Any 100-mile-diet-meal should begin with a visit to a farm or shop specializing in local foods. From Organic Garage and Herridge’s Farm Fresh Market in Oakville to Goodness Me! Natural Food Market and Farmer Jack’s in Burlington, there are plenty to choose from. Choosing produce with a “Foodland Ontario” symbol and milk products with a “Dairy Farmers of Ontario” label is the easiest way to ensure you’re purchasing local goods.
The hunt for quality Ontario meat ends in Oakville at Just An Olde Fashion Butchery and Florence Meats where myriad cuts of beef, poultry, and prepared foods await. Ernie’s Meat Market and Denninger’s in Burlington, are two more spots for meat, sausage, salami and more. Too tired to shop? Let a company like truLOCAL or MamaEarth Organics connect you to high-end meat and fish, produce, dairy, jams, and juices from nearby farms and suppliers.
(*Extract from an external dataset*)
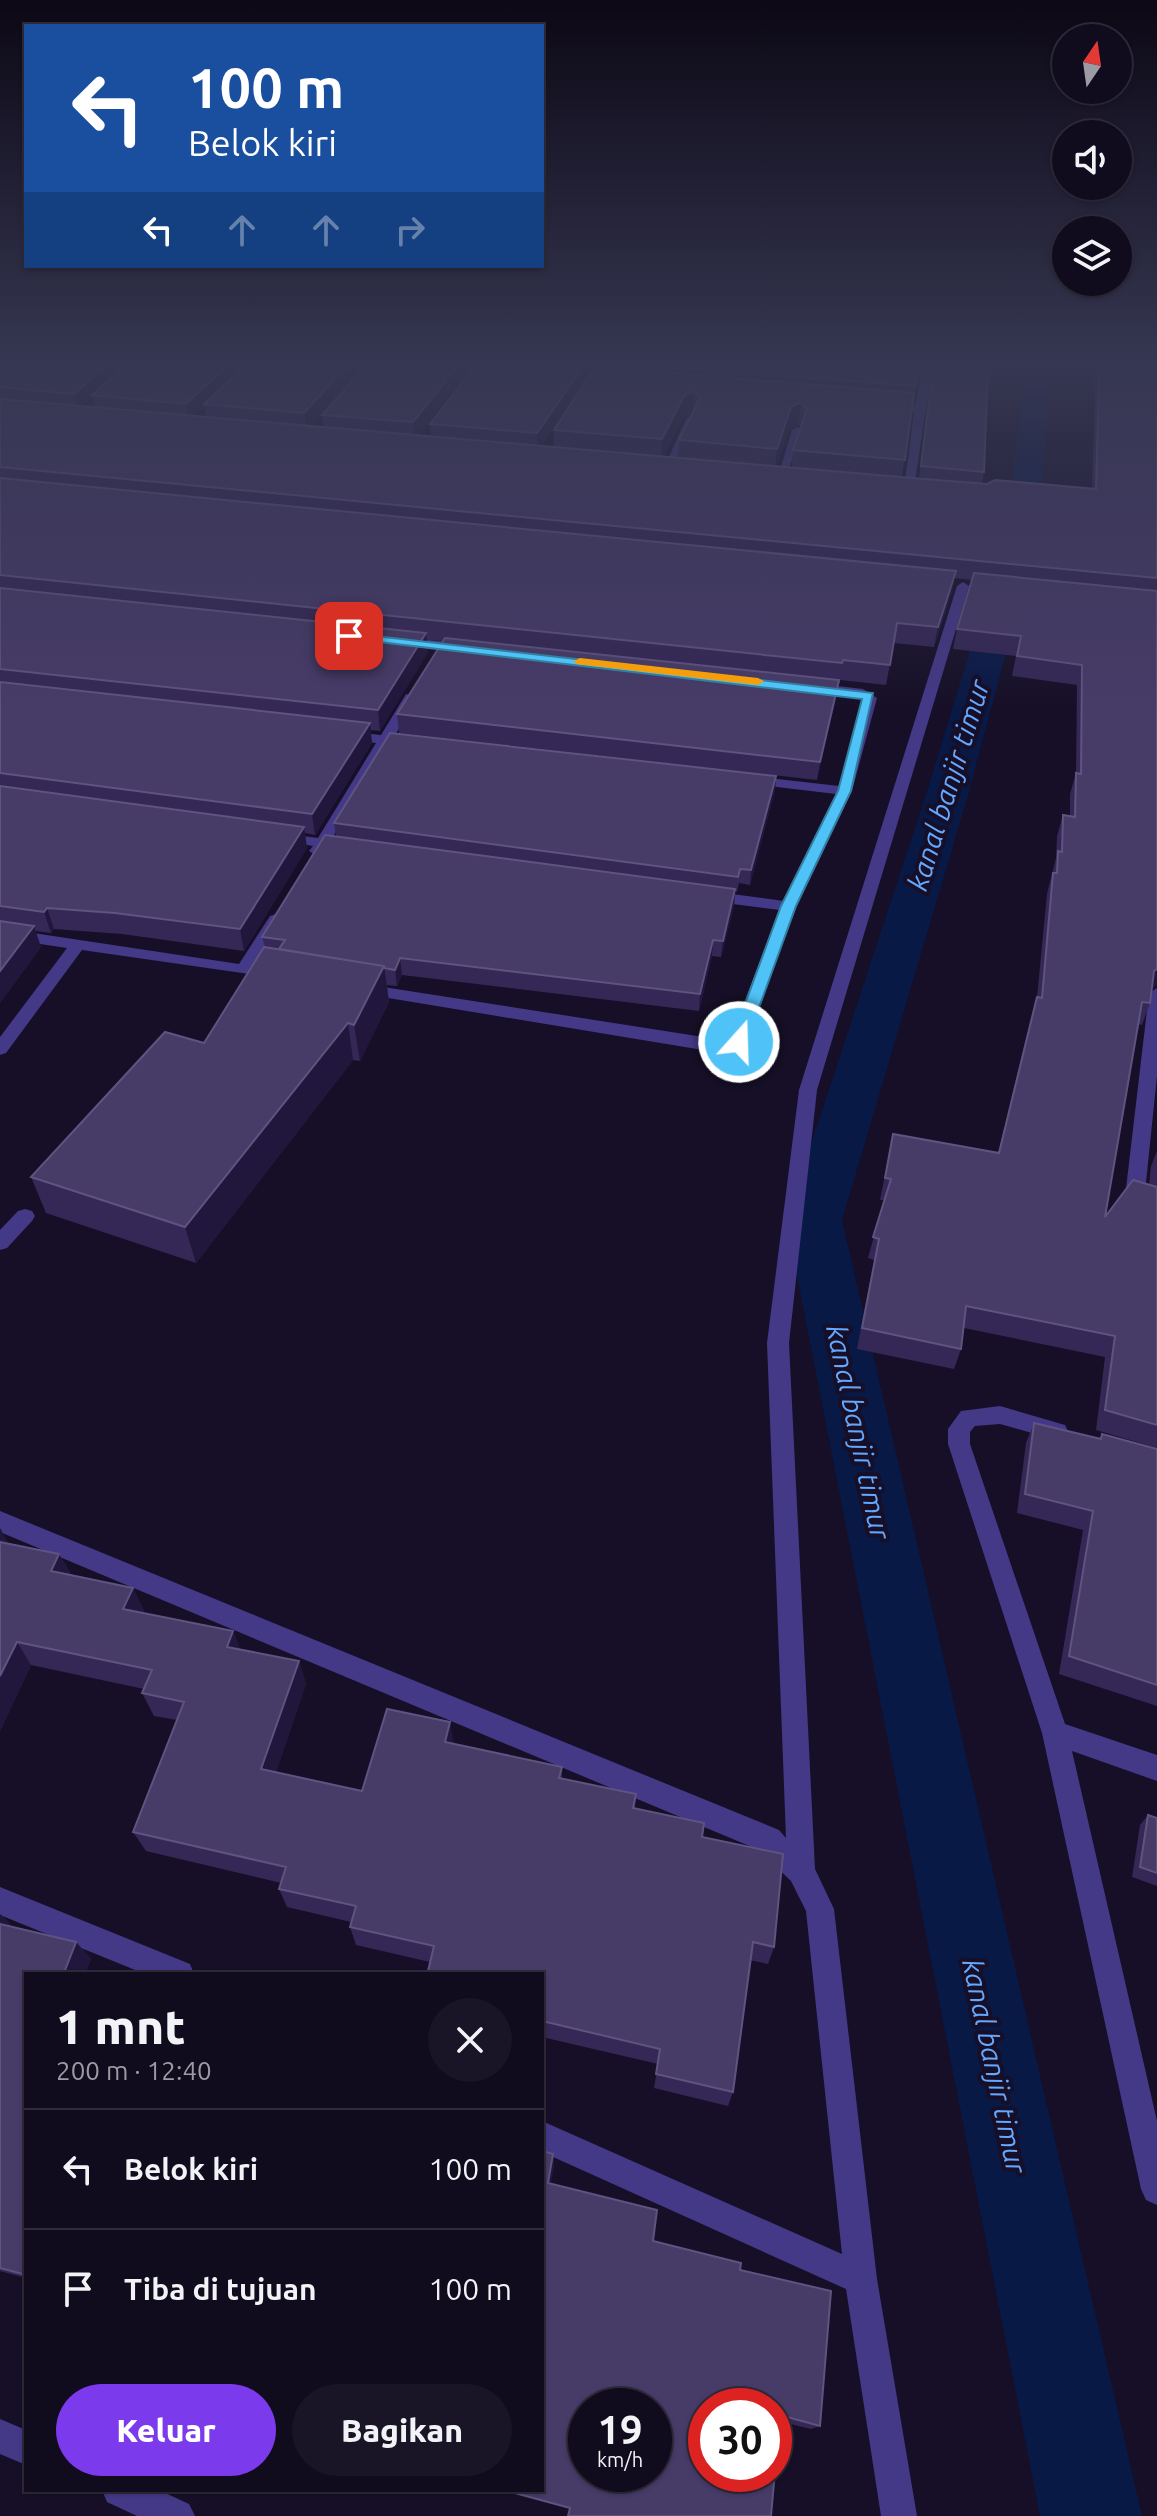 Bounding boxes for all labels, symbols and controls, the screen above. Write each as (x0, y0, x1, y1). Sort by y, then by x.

Baked goods that truly fit the 100-mile definition require rolling up your sleeves after a trip to Arva Flour Mill, K2 Milling or another mill for locally-grown and processed flour. Relax the rules a little and you can enjoy breads and sweets from neighbourhood bakeries including Monastery Bakery & Deli.
Once the food is sorted, it’s time to focus on drinks. Barolos are off limits, but Niagara’s wineries offer tempting bottles in a variety of styles. Beyond that, local ciders from Pommies, Ironwood and more and craft beers are a perfect addition to any 100-mile menu. Many breweries, such as Goodlot Farmstead, use Ontario hops to make truly local suds. For stronger sipping, turn to Dixons, Last Straw, and other distillers making spirits exclusively from locally-grown grains.
With programs such as Feast On, you can eat locally even when eating out. Certified Feast On restaurants like Burlington’s Spencer’s at the Waterfront and Oakville’s La Parisienne Creperie serve up Ontario’s bounty on seasonal menus. Restaurants without the designation are worth searching out, too! Try Lettuce Love Café for delectable, plant-based meals brimming with fresh produce from close to home.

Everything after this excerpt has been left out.